Global markets fell back a further 2.9% last week and have opened lower today. They have lost over half their summer gains and are now 5% or so above their June low and down 17% from their January high.

The damage in sterling terms is considerably smaller. The fall in the pound means equities remain up around 10% from their lows and are only down 7% from their high at the start of the year.

The pull-back since mid-August has in good part been caused by bond yields unwinding their decline earlier in the summer. This in turn is a result of the market ramping up its expectations for monetary tightening.

In the US, the Fed has poured cold water on hopes that it would be cutting rates as soon as next spring, saying a restrictive policy will probably be needed for some time to get inflation back under control. News that US employment saw another firm gain in August has only made this look all the more likely.
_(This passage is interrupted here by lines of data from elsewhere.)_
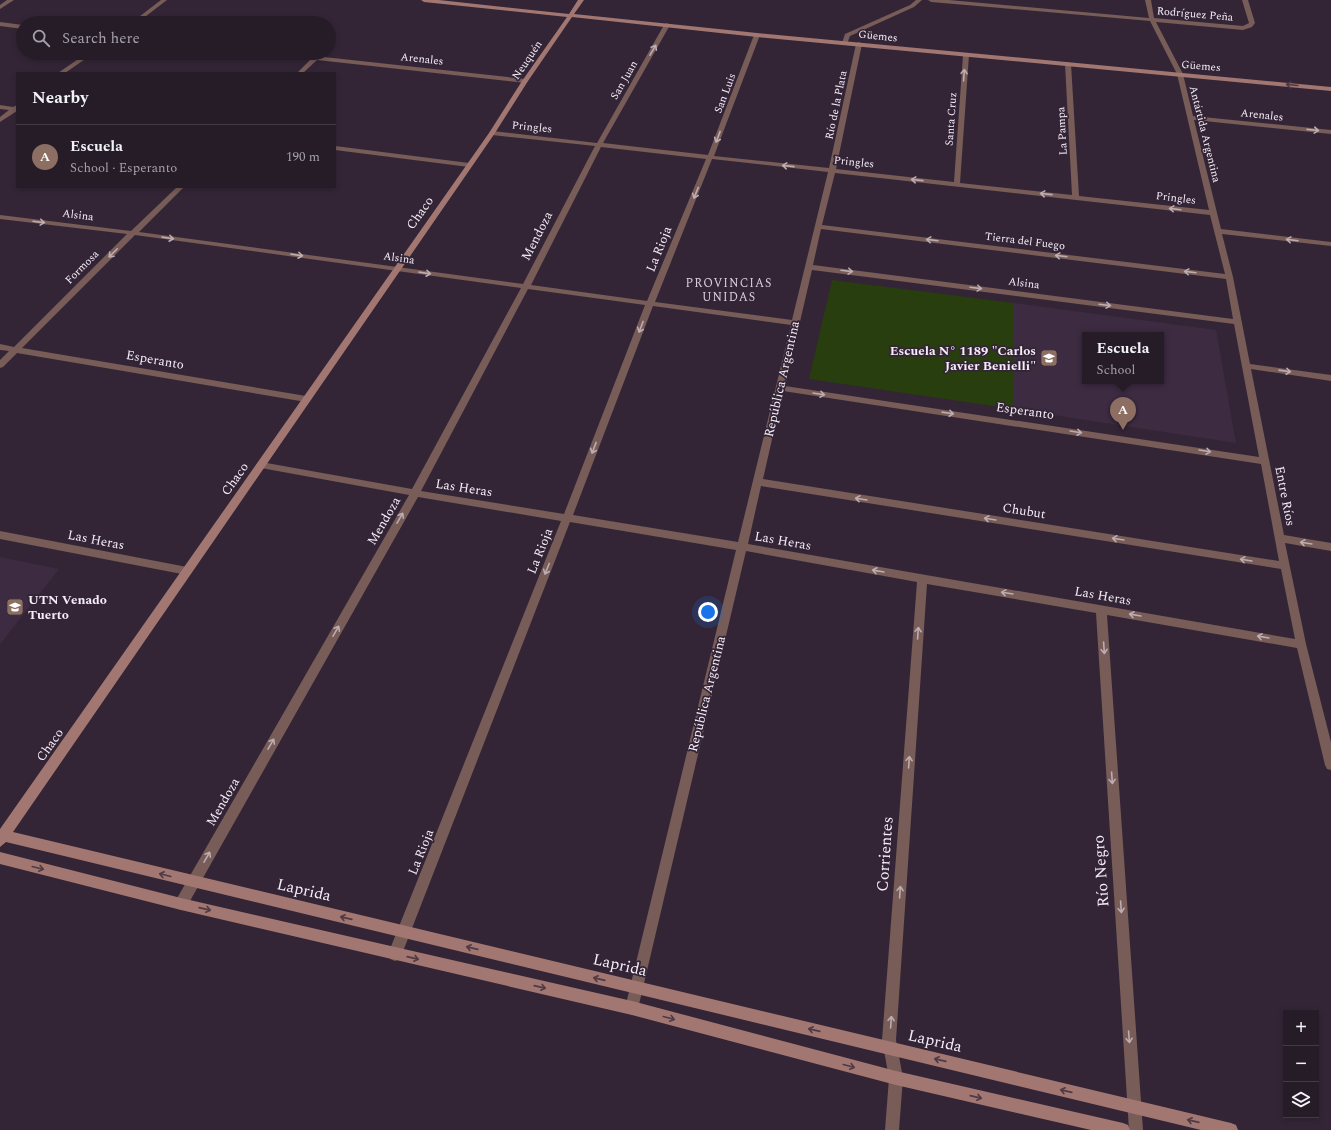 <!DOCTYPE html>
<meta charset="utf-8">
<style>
:root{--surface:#261c28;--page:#322934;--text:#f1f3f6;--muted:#a4a1a8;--line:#423a45;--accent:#b45309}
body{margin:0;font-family:Spectral,serif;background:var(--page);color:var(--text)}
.controls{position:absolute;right:12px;bottom:12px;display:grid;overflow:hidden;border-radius:0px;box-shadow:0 2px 6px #0003}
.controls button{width:36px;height:36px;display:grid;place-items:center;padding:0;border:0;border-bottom:1px solid var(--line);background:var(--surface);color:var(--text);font:20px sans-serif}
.you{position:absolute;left:708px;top:612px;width:14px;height:14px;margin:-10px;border:3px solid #fff;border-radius:50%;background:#1a73e8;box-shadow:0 0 0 6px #1a73e833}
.badge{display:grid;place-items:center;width:26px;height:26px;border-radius:50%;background:var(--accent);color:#fff;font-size:13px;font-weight:700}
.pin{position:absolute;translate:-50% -33px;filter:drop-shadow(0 1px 2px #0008)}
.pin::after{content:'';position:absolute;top:21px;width:14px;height:12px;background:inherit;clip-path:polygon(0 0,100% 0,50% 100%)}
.popup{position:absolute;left:1082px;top:332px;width:82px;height:52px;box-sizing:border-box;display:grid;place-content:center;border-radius:0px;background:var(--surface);filter:drop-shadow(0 1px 3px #0005);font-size:13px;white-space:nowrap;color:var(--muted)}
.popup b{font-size:15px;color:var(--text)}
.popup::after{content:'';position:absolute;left:50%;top:100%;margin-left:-8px;border:8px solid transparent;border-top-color:var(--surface)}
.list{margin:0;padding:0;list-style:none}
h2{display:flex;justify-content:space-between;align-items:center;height:52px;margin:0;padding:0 16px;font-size:17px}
h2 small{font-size:13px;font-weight:400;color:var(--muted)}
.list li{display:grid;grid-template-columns:26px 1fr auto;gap:12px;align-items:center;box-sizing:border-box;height:64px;padding:0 16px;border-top:1px solid var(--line)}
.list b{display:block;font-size:15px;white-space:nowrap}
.list p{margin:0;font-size:13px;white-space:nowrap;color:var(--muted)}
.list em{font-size:13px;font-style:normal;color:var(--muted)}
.icon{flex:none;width:22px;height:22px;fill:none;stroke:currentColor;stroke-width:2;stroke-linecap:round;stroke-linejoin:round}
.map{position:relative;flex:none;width:1331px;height:1130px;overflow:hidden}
.search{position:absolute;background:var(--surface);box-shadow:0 2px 6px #0003;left:16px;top:16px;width:320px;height:44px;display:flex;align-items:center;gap:10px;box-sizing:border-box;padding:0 14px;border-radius:22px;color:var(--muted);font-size:15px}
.panel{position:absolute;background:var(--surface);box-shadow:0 2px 6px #0003;left:16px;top:72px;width:320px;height:116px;border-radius:0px}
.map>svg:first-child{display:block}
</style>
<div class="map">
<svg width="1331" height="1130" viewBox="0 0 1331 1130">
<rect width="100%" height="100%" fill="#332536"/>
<g fill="#3d2b42" fill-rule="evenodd">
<path d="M1014,303L1216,330L1236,443L1014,409ZM1085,335H1161V381H1085Z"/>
<polygon points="0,557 59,569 0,644"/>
</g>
<polygon fill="#283e0e" points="832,280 1014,303 1014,409 809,379"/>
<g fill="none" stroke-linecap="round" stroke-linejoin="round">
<g fill="#775c58" fill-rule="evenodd">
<polygon points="7,0 14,0 0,9 0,5"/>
<polygon points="161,0 167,0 137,23 131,23"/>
<polygon points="916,0 922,0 914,7 850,36 847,44 842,43 845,34 910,5"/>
<path d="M928,0H949L1149,18L1145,0H1151L1154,18L1243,26L1249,23L1242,0H1248L1255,23L1252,27L1243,30L1156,22L1183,74L1193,116L1331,130V134L1194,120L1221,229L1331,242V246L1222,234L1233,277L1250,364L1331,375V381L1251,369L1284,535L1331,543V551L1285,543L1306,644L1331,742V770L1327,769L1325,765L1297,648L1107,615L1143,1130H1129L1096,613L927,584L896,1040L903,1078L899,1130H885L889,1078L882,1040L917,582L746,551L637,1013L632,1015L627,1013L625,1008L736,550L570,522L402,954L400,959L395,961L390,959L388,954L561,521L418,497L186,908L181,910L176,908L175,904L176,900L409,495L261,468L256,465L261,462L412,489L521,288L135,235L22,348L306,396L310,399L309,401L306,402L17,353L3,367L0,368V360L9,351L0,350V344L14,347L127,234L0,219V215L131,231L177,187H184L139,232L523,284L595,146L492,135L489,133L492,131L597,143L664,25L667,23L670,25L603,143L708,155L754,35L757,33L760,35L714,156L829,168L856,44L859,42L862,44L836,169L954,182L963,55L966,53L969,55L960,183L1072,195L1065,64L1068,62L1071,64L1079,196L1209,210L1177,74L1150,21L931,2ZM601,147L706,159L647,301L531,285ZM712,159L828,172L792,320L655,302ZM835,173L1210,215L1225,274L822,225ZM821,229L1226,279L1233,319L813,265ZM812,270L1234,324L1259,457L785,386ZM528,289L645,305L564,514L421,491ZM653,306L791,325L738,542L573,515ZM783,391L1261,464L1279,561L763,479ZM761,486L1281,569L1295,639L748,544Z"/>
<polygon points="0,22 23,25 23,29 0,26"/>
<polygon points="87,53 94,53 65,73 58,73"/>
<polygon points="268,53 287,53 525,79 528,81 525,83 317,60 303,73 297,73 311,59 271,55"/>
<polygon points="0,105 13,107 17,105 17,111 0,122 0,117 9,110 0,109"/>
<polygon points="335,146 469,163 472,165 469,167 335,150"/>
<polygon points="0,531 187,567 191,568 192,571 191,574 187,575 0,539"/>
</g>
<g fill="#a27771" fill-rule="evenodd">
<polygon points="421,0 439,0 569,14 578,0 584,0 574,14 757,33 1331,87 1331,91 757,37 572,17 528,81 495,133 13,832 1231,1123 1236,1125 1238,1130 1201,1130 6,842 0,847 0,829 489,133 522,81 567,17 424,2"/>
<polygon points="0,852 181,898 632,1001 896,1071 1123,1123 1128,1125 1130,1130 1091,1130 896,1085 632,1015 181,910 0,864"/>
</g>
</g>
<defs><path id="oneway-shaft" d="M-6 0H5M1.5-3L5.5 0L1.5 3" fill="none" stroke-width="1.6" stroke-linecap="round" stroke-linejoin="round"/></defs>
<g stroke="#bdacb0">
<use href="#oneway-shaft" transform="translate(653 50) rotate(-60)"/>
<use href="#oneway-shaft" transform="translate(964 75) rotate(-86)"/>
<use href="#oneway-shaft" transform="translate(1313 130) rotate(6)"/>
<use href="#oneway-shaft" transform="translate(718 137) rotate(111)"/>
<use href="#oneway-shaft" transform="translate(788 166) rotate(-174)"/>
<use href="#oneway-shaft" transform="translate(917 180) rotate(-174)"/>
<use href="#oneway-shaft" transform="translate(696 193) rotate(112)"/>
<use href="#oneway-shaft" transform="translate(1046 194) rotate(-174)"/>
<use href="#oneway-shaft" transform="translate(1175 209) rotate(-173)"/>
<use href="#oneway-shaft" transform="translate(39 222) rotate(7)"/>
<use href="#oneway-shaft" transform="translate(168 238) rotate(8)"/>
<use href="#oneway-shaft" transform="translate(932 240) rotate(-173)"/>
<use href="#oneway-shaft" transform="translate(1292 240) rotate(-173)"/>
<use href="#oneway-shaft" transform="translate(113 253) rotate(135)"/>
<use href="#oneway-shaft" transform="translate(297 255) rotate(8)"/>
<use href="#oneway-shaft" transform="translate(1061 256) rotate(-173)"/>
<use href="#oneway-shaft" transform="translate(847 271) rotate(7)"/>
<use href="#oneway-shaft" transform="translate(1190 272) rotate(-173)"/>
<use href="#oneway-shaft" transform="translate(425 273) rotate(8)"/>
<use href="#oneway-shaft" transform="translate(976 288) rotate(7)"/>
<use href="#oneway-shaft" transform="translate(1105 305) rotate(7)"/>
<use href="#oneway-shaft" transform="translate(641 327) rotate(111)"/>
<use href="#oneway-shaft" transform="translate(1285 371) rotate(8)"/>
<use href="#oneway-shaft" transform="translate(819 394) rotate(9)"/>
<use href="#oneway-shaft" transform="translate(948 413) rotate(8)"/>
<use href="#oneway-shaft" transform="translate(1076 432) rotate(9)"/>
<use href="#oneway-shaft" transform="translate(594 448) rotate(111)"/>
<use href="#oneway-shaft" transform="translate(1205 451) rotate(9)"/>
<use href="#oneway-shaft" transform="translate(861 499) rotate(-171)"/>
<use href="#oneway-shaft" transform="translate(400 518) rotate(-60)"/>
<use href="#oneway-shaft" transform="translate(990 519) rotate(-171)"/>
<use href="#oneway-shaft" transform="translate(1118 539) rotate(-171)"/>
<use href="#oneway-shaft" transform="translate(1306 543) rotate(-171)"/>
<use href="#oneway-shaft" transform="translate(1246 560) rotate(-171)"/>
<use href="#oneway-shaft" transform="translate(547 569) rotate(112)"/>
<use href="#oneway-shaft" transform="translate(878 571) rotate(-170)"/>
<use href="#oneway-shaft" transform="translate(1007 593) rotate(-171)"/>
<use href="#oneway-shaft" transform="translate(1135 615) rotate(-170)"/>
<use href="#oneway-shaft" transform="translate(336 631) rotate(-60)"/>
<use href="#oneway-shaft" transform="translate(918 633) rotate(-86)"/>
<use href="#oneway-shaft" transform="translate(1263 637) rotate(-170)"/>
<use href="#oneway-shaft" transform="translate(1104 648) rotate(86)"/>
<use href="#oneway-shaft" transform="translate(271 744) rotate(-60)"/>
<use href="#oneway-shaft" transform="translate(909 762) rotate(-86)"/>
<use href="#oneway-shaft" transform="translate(1112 778) rotate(86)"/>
<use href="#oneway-shaft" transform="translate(207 857) rotate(-60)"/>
<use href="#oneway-shaft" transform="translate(900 892) rotate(-86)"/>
<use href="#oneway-shaft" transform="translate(1121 907) rotate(86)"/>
<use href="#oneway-shaft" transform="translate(891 1022) rotate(-86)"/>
<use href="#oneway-shaft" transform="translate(1129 1037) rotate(86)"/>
</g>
<g stroke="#4f3a45">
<use href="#oneway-shaft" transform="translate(1292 85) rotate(-175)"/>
<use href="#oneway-shaft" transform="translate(38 868) rotate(14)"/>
<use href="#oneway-shaft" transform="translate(165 875) rotate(-166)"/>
<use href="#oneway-shaft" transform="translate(205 909) rotate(13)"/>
<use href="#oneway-shaft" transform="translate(346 918) rotate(-167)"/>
<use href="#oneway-shaft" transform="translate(472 948) rotate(-167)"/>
<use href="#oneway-shaft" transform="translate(413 958) rotate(13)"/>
<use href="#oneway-shaft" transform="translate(599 979) rotate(-167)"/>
<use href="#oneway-shaft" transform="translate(540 987) rotate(13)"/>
<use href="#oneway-shaft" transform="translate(669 1018) rotate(15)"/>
<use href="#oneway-shaft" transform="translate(814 1030) rotate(-167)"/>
<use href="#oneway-shaft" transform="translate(940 1060) rotate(-167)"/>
<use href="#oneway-shaft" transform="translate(849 1066) rotate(15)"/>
<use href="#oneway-shaft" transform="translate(1066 1091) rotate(-167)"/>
<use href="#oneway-shaft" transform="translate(976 1097) rotate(13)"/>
<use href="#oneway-shaft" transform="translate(1193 1121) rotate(-167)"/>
</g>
<defs>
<symbol id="school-square" viewBox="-11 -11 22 22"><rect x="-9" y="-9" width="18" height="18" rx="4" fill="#8d6e63" stroke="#332536"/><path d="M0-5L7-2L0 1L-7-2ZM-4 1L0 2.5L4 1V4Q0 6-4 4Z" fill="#fff"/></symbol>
<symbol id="university-square" viewBox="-11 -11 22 22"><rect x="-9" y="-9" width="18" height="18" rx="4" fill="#8d6e63" stroke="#332536"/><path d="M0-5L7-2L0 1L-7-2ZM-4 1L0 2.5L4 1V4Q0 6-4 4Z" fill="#fff"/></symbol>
</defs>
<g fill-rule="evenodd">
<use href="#school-square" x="1039" y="348" width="20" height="20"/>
<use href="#university-square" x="5" y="597" width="20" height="20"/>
</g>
<g text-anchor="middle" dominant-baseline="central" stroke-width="3.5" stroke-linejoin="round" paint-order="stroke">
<g font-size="11" fill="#f6edf8" stroke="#332536">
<text transform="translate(1195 14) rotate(5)">Rodríguez Peña</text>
<text transform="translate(878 36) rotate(6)">Güemes</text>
<text transform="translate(422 59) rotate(6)">Arenales</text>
<text transform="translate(527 60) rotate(-56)">Neuquén</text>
<text transform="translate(1201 66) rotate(5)">Güemes</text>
<text transform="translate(624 80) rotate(-60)">San Juan</text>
<text transform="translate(725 93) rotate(-69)">San Luis</text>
<text transform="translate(836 105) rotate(-78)">Río de la Plata</text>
<text transform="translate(1262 115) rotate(6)">Arenales</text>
<text transform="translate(951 119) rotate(-86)">Santa Cruz</text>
<text transform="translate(532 127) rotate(6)">Pringles</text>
<text transform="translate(1062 131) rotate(-93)">La Pampa</text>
<text transform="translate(1205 134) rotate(76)">Antártida Argentina</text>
<text transform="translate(854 162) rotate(6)">Pringles</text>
<text transform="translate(1176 198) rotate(7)">Pringles</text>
<text transform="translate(78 215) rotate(7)">Alsina</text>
<text transform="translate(1025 241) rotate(7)">Tierra del Fuego</text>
<text transform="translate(399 258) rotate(8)">Alsina</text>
<text transform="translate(82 267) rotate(-45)">Formosa</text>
<text transform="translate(1024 283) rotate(7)">Alsina</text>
</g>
<g font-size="12" letter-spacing="1" fill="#dccae0" stroke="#332536">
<text x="729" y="283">PROVINCIAS<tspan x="729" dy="14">UNIDAS</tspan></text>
</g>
<g font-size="13" fill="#f6edf8" stroke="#332536">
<text transform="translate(420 213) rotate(-55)">Chaco</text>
<text transform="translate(537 236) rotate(-63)">Mendoza</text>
<text transform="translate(659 249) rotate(-68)">La Rioja</text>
<text transform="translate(155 360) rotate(10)">Esperanto</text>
<text transform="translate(782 379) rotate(-77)">República Argentina</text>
<text transform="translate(1025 411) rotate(8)">Esperanto</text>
<text transform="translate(235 479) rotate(-55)">Chaco</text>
<text transform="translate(464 488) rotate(9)">Las Heras</text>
<text transform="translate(1285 496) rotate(79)">Entre Ríos</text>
<text transform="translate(1024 511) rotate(9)">Chubut</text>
<text transform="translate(384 521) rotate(-60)">Mendoza</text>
<text transform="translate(96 540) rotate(11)">Las Heras</text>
<text transform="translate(783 541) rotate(10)">Las Heras</text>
<text transform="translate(540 551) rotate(-68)">La Rioja</text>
<text transform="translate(1103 596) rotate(10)">Las Heras</text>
<text transform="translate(707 694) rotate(-76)">República Argentina</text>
<text transform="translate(50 745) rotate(-55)">Chaco</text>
<text transform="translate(223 802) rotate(-60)">Mendoza</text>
<text transform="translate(421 852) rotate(-68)">La Rioja</text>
</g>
<g font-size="13" font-weight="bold" fill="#f6edf8" stroke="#332536" text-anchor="end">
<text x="1036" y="351">Escuela N° 1189 "Carlos<tspan x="1036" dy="15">Javier Benielli"</tspan></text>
<text x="28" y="600" text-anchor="start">UTN Venado<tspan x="28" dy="15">Tuerto</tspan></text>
</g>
<g font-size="16" fill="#f6edf8" stroke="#332536">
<text transform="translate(885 854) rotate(-86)">Corrientes</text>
<text transform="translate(1101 871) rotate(-94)">Río Negro</text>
<text transform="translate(304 890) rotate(13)">Laprida</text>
<text transform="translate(620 965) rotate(13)">Laprida</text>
<text transform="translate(935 1041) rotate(13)">Laprida</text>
</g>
</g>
</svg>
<div class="controls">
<button>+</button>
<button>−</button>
<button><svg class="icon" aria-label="layers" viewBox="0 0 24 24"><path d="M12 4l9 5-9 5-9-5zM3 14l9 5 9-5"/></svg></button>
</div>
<div class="you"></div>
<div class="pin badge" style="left:1123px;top:430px;background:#8d6e63">A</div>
<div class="popup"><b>Escuela</b>School</div>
<div class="search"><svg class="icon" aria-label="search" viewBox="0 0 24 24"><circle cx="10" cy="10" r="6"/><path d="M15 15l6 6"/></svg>Search here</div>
<section class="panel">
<h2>Nearby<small></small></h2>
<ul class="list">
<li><span class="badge" style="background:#8d6e63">A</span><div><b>Escuela</b><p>School · Esperanto</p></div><em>190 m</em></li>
</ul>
</section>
</div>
The market now expects US rates to be raised a further 1.5% to 3.75% by next spring with no reduction before next autumn.

However, the biggest reappraisal has been in the UK. Whereas all of a month ago, the market was pricing in rates peaking at 2.75%, it now expects rates to rise as high as 4.5%. The jump has partly been driven by forecasts that inflation could hit as high as 15-20% on the back of the surge in gas prices. These were given a further boost by Putin’s move on Friday to suspend gas flows from the Nordstream 1 pipeline indefinitely.

UK gilt yields have risen sharply with the 10-year yield hitting a new high of 2.9%. Rising rates and inflation are boosting debt service costs significantly and raising concerns over the state of the public finances. Such worries have only been fuelled by Liz Truss’s as yet unspecified plan to provide assistance to vulnerable households and small businesses to help with the surge in energy prices, along with more general tax cuts and higher defence spending.

While the new Prime Minister professes confidence in her ‘bold plan to cut taxes and grow our economy’, the reality is that the UK faces a very tough outlook with no easy solutions. Certainly, global investors are showing little faith with sterling’s descent against the strong dollar continuing – it has fallen to $1.15 and is down 15% since the start of the year.

The UK equity market should continue to fare rather better. While small and mid-cap stocks may continue to struggle as a result of their reliance on the domestic economy, the FTSE 100 will be supported by its overseas orientation and its relatively high weighting in oil companies and miners.

The summer bounce in markets had always looked on thin ice given the deteriorating economic outlook and we are not overly surprised by its rapid demise. We expect the heightened volatility seen so far this year to continue for some time yet. Only when we get considerably closer to the peak in interest rates, are equities likely to see a sustained recovery.